Salvation is Participation

(Another retread from circa 2011, when I still had a house of "littles.")

Goodness can "undo" badness - because Jesus came and "undid" Adam's disobedience by His obedience, and because we are all part of the Body of the Christ and participate in that very act of Redemption, we can also help "undo" evil by our virtue.

We must do our part: Salvation is participation.

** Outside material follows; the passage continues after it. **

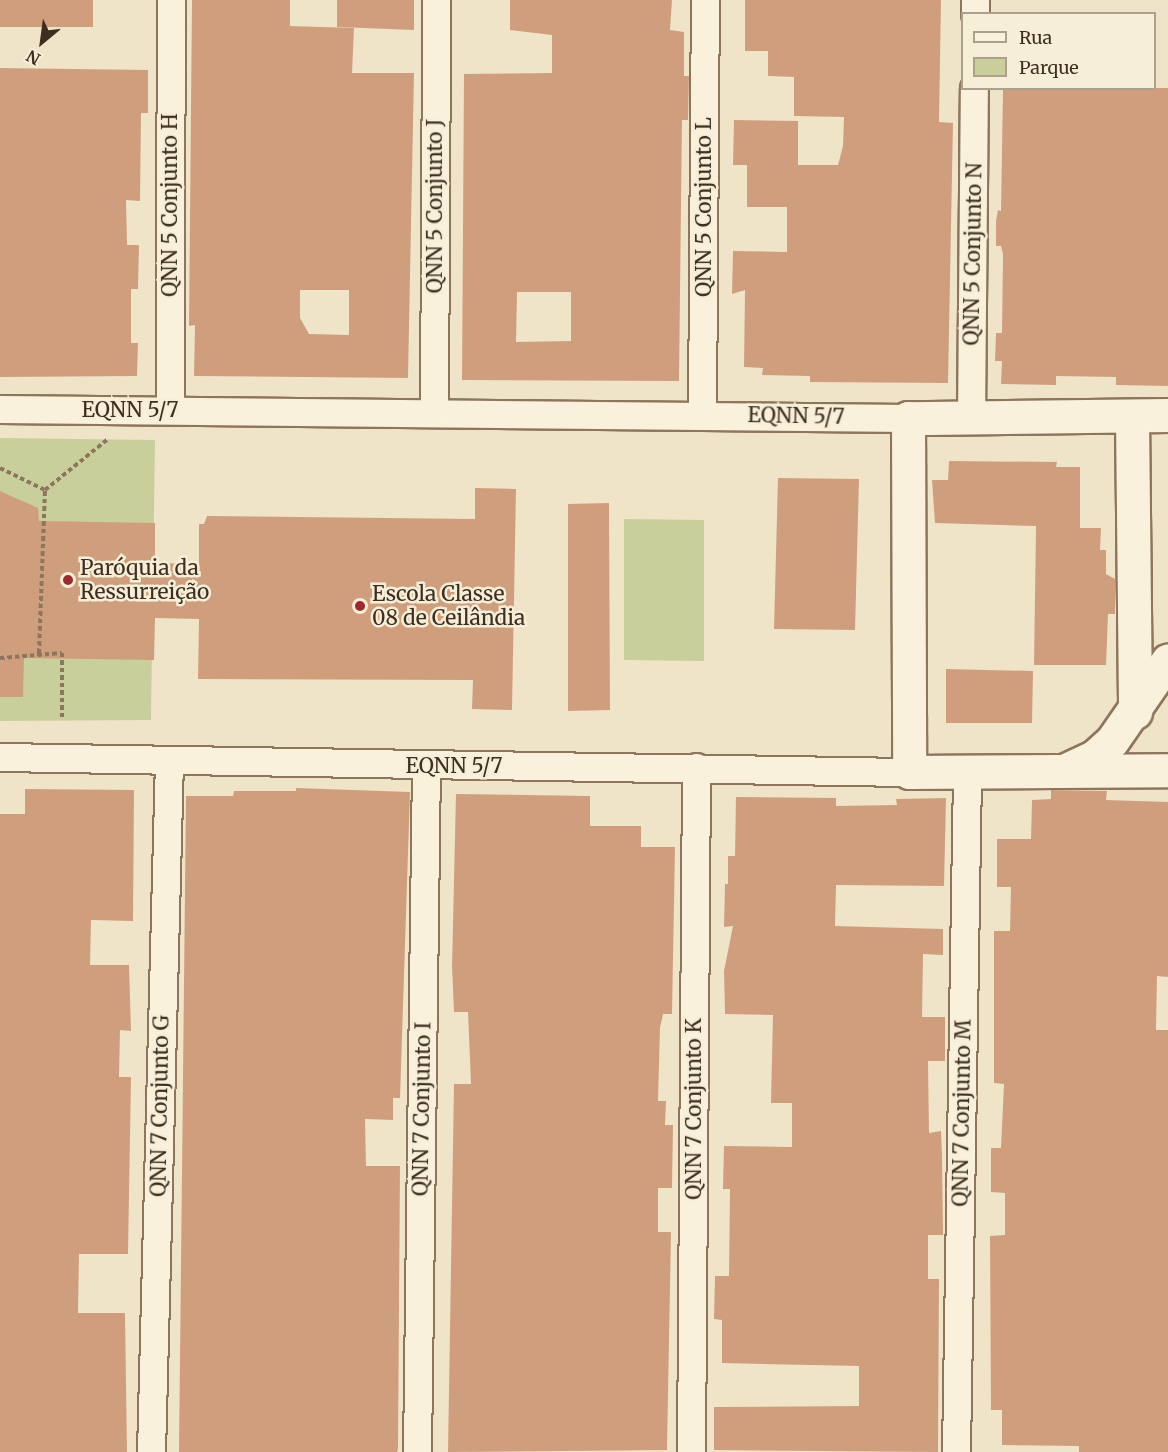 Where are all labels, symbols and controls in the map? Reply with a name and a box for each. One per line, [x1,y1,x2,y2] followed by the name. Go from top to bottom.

This is a deep concept for little minds, but there are plenty of familial examples to cite. When someone is angry or cranky and we respond in kind, the crankiness only ratchets up a notch; when we forgive right away and do something nice for that person, the whole household is calmer and happier. When someone is not doing "their share" and others begin to nag or complain about it, everyone becomes resentful and doesn't want to do their share either; but when we refuse to hold a grudge and decide that it's always better to do MORE rather than LESS, again the whole household is calmer and happier. As the mother often says, "Act CALMER than you feel and KINDER than you need to." 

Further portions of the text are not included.